### Stored items:
++++++++++++++++++++

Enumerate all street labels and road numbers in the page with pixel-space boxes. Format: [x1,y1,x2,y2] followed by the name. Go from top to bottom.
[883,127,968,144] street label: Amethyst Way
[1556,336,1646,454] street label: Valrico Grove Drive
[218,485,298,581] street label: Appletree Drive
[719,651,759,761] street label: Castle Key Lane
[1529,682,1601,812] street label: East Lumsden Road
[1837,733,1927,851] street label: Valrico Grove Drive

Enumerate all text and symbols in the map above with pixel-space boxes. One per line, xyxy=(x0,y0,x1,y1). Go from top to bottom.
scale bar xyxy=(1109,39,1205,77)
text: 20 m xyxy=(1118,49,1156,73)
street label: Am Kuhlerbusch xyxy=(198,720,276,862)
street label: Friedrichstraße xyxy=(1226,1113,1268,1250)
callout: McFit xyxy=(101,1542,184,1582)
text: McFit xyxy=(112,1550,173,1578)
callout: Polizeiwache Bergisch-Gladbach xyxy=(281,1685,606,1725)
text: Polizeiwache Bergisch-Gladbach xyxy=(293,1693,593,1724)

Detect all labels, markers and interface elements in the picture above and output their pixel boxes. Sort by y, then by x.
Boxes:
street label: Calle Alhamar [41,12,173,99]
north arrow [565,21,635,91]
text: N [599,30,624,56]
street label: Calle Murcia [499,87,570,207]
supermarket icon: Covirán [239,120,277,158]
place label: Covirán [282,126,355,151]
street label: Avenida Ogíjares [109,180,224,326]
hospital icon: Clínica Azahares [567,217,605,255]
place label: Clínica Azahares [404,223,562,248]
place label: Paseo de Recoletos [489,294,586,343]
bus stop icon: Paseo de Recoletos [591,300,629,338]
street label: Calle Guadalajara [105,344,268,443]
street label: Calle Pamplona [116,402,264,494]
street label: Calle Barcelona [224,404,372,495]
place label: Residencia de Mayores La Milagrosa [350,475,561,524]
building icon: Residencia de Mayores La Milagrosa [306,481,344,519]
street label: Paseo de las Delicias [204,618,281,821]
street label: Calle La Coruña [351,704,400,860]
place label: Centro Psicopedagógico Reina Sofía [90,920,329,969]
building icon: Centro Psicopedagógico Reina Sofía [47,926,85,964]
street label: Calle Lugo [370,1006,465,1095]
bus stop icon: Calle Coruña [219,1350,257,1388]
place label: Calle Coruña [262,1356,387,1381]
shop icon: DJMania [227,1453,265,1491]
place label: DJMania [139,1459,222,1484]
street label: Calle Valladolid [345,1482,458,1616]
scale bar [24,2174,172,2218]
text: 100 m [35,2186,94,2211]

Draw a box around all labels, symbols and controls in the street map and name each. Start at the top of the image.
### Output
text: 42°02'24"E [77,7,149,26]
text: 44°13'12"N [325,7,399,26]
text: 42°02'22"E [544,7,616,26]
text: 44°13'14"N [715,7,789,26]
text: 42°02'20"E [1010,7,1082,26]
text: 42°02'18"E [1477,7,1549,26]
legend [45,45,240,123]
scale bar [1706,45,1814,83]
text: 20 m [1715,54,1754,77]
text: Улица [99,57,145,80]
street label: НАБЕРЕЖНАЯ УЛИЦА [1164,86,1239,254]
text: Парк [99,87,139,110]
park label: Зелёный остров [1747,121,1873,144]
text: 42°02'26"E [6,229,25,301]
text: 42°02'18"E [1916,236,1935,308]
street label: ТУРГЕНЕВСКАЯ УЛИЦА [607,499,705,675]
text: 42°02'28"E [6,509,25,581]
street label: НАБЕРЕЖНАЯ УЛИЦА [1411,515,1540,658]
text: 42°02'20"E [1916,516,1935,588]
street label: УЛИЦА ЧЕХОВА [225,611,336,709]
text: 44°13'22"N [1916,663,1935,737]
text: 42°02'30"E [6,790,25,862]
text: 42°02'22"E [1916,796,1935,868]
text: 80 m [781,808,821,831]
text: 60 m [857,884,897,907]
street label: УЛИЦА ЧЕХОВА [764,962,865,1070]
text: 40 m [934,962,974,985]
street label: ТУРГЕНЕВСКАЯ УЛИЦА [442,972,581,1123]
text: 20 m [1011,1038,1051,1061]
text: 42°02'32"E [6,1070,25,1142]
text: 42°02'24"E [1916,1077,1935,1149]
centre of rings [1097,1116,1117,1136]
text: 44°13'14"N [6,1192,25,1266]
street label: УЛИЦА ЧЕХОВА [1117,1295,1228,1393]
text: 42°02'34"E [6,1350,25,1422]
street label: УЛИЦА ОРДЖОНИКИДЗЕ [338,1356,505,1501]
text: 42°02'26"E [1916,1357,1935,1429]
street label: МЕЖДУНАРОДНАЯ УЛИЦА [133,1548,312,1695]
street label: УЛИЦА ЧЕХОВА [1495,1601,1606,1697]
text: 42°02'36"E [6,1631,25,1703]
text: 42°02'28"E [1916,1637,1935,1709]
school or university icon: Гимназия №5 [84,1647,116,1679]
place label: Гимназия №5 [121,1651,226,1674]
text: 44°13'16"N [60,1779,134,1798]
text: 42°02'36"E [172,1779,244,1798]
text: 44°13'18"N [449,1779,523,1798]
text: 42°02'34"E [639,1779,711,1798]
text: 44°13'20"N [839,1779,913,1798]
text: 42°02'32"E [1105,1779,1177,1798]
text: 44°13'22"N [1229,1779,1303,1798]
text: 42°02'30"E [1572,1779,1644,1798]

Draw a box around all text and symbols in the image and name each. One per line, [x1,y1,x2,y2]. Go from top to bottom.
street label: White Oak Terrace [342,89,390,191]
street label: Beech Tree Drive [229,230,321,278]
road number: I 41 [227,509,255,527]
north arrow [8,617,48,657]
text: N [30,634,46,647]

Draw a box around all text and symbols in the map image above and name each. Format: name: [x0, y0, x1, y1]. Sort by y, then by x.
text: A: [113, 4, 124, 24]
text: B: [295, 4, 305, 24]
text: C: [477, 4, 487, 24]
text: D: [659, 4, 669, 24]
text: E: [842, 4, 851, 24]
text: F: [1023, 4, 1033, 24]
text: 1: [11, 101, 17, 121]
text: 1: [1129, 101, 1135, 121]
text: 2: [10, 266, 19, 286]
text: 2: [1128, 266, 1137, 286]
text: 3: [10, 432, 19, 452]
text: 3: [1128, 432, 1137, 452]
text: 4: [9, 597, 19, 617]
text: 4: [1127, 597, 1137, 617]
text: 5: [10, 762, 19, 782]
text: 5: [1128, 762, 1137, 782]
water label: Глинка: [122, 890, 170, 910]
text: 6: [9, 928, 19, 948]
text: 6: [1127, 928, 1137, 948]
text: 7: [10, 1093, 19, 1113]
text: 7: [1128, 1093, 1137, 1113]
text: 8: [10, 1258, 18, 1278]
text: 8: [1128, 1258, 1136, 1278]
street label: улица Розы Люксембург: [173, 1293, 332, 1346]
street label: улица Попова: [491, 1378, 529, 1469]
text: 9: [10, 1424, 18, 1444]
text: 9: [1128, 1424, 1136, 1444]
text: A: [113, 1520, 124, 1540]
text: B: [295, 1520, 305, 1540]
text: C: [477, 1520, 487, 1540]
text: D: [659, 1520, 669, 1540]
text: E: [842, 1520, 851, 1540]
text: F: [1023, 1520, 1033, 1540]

++++++++++++++++++++

### What you have to do:
Every entry needs to be written out again, exactly as given.

### Solution to this exercise:
Enumerate all street labels and road numbers in the page with pixel-space boxes. Format: [x1,y1,x2,y2] followed by the name. Go from top to bottom.
[883,127,968,144] street label: Amethyst Way
[1556,336,1646,454] street label: Valrico Grove Drive
[218,485,298,581] street label: Appletree Drive
[719,651,759,761] street label: Castle Key Lane
[1529,682,1601,812] street label: East Lumsden Road
[1837,733,1927,851] street label: Valrico Grove Drive

Enumerate all text and symbols in the map above with pixel-space boxes. One per line, xyxy=(x0,y0,x1,y1). Go from top to bottom.
scale bar xyxy=(1109,39,1205,77)
text: 20 m xyxy=(1118,49,1156,73)
street label: Am Kuhlerbusch xyxy=(198,720,276,862)
street label: Friedrichstraße xyxy=(1226,1113,1268,1250)
callout: McFit xyxy=(101,1542,184,1582)
text: McFit xyxy=(112,1550,173,1578)
callout: Polizeiwache Bergisch-Gladbach xyxy=(281,1685,606,1725)
text: Polizeiwache Bergisch-Gladbach xyxy=(293,1693,593,1724)

Detect all labels, markers and interface elements in the picture above and output their pixel boxes. Sort by y, then by x.
Boxes:
street label: Calle Alhamar [41,12,173,99]
north arrow [565,21,635,91]
text: N [599,30,624,56]
street label: Calle Murcia [499,87,570,207]
supermarket icon: Covirán [239,120,277,158]
place label: Covirán [282,126,355,151]
street label: Avenida Ogíjares [109,180,224,326]
hospital icon: Clínica Azahares [567,217,605,255]
place label: Clínica Azahares [404,223,562,248]
place label: Paseo de Recoletos [489,294,586,343]
bus stop icon: Paseo de Recoletos [591,300,629,338]
street label: Calle Guadalajara [105,344,268,443]
street label: Calle Pamplona [116,402,264,494]
street label: Calle Barcelona [224,404,372,495]
place label: Residencia de Mayores La Milagrosa [350,475,561,524]
building icon: Residencia de Mayores La Milagrosa [306,481,344,519]
street label: Paseo de las Delicias [204,618,281,821]
street label: Calle La Coruña [351,704,400,860]
place label: Centro Psicopedagógico Reina Sofía [90,920,329,969]
building icon: Centro Psicopedagógico Reina Sofía [47,926,85,964]
street label: Calle Lugo [370,1006,465,1095]
bus stop icon: Calle Coruña [219,1350,257,1388]
place label: Calle Coruña [262,1356,387,1381]
shop icon: DJMania [227,1453,265,1491]
place label: DJMania [139,1459,222,1484]
street label: Calle Valladolid [345,1482,458,1616]
scale bar [24,2174,172,2218]
text: 100 m [35,2186,94,2211]

Draw a box around all labels, symbols and controls in the street map and name each. Start at the top of the image.
### Output
text: 42°02'24"E [77,7,149,26]
text: 44°13'12"N [325,7,399,26]
text: 42°02'22"E [544,7,616,26]
text: 44°13'14"N [715,7,789,26]
text: 42°02'20"E [1010,7,1082,26]
text: 42°02'18"E [1477,7,1549,26]
legend [45,45,240,123]
scale bar [1706,45,1814,83]
text: 20 m [1715,54,1754,77]
text: Улица [99,57,145,80]
street label: НАБЕРЕЖНАЯ УЛИЦА [1164,86,1239,254]
text: Парк [99,87,139,110]
park label: Зелёный остров [1747,121,1873,144]
text: 42°02'26"E [6,229,25,301]
text: 42°02'18"E [1916,236,1935,308]
street label: ТУРГЕНЕВСКАЯ УЛИЦА [607,499,705,675]
text: 42°02'28"E [6,509,25,581]
street label: НАБЕРЕЖНАЯ УЛИЦА [1411,515,1540,658]
text: 42°02'20"E [1916,516,1935,588]
street label: УЛИЦА ЧЕХОВА [225,611,336,709]
text: 44°13'22"N [1916,663,1935,737]
text: 42°02'30"E [6,790,25,862]
text: 42°02'22"E [1916,796,1935,868]
text: 80 m [781,808,821,831]
text: 60 m [857,884,897,907]
street label: УЛИЦА ЧЕХОВА [764,962,865,1070]
text: 40 m [934,962,974,985]
street label: ТУРГЕНЕВСКАЯ УЛИЦА [442,972,581,1123]
text: 20 m [1011,1038,1051,1061]
text: 42°02'32"E [6,1070,25,1142]
text: 42°02'24"E [1916,1077,1935,1149]
centre of rings [1097,1116,1117,1136]
text: 44°13'14"N [6,1192,25,1266]
street label: УЛИЦА ЧЕХОВА [1117,1295,1228,1393]
text: 42°02'34"E [6,1350,25,1422]
street label: УЛИЦА ОРДЖОНИКИДЗЕ [338,1356,505,1501]
text: 42°02'26"E [1916,1357,1935,1429]
street label: МЕЖДУНАРОДНАЯ УЛИЦА [133,1548,312,1695]
street label: УЛИЦА ЧЕХОВА [1495,1601,1606,1697]
text: 42°02'36"E [6,1631,25,1703]
text: 42°02'28"E [1916,1637,1935,1709]
school or university icon: Гимназия №5 [84,1647,116,1679]
place label: Гимназия №5 [121,1651,226,1674]
text: 44°13'16"N [60,1779,134,1798]
text: 42°02'36"E [172,1779,244,1798]
text: 44°13'18"N [449,1779,523,1798]
text: 42°02'34"E [639,1779,711,1798]
text: 44°13'20"N [839,1779,913,1798]
text: 42°02'32"E [1105,1779,1177,1798]
text: 44°13'22"N [1229,1779,1303,1798]
text: 42°02'30"E [1572,1779,1644,1798]

Draw a box around all text and symbols in the image and name each. One per line, [x1,y1,x2,y2]. Go from top to bottom.
street label: White Oak Terrace [342,89,390,191]
street label: Beech Tree Drive [229,230,321,278]
road number: I 41 [227,509,255,527]
north arrow [8,617,48,657]
text: N [30,634,46,647]

Draw a box around all text and symbols in the map image above and name each. Format: name: [x0, y0, x1, y1]. Sort by y, then by x.
text: A: [113, 4, 124, 24]
text: B: [295, 4, 305, 24]
text: C: [477, 4, 487, 24]
text: D: [659, 4, 669, 24]
text: E: [842, 4, 851, 24]
text: F: [1023, 4, 1033, 24]
text: 1: [11, 101, 17, 121]
text: 1: [1129, 101, 1135, 121]
text: 2: [10, 266, 19, 286]
text: 2: [1128, 266, 1137, 286]
text: 3: [10, 432, 19, 452]
text: 3: [1128, 432, 1137, 452]
text: 4: [9, 597, 19, 617]
text: 4: [1127, 597, 1137, 617]
text: 5: [10, 762, 19, 782]
text: 5: [1128, 762, 1137, 782]
water label: Глинка: [122, 890, 170, 910]
text: 6: [9, 928, 19, 948]
text: 6: [1127, 928, 1137, 948]
text: 7: [10, 1093, 19, 1113]
text: 7: [1128, 1093, 1137, 1113]
text: 8: [10, 1258, 18, 1278]
text: 8: [1128, 1258, 1136, 1278]
street label: улица Розы Люксембург: [173, 1293, 332, 1346]
street label: улица Попова: [491, 1378, 529, 1469]
text: 9: [10, 1424, 18, 1444]
text: 9: [1128, 1424, 1136, 1444]
text: A: [113, 1520, 124, 1540]
text: B: [295, 1520, 305, 1540]
text: C: [477, 1520, 487, 1540]
text: D: [659, 1520, 669, 1540]
text: E: [842, 1520, 851, 1540]
text: F: [1023, 1520, 1033, 1540]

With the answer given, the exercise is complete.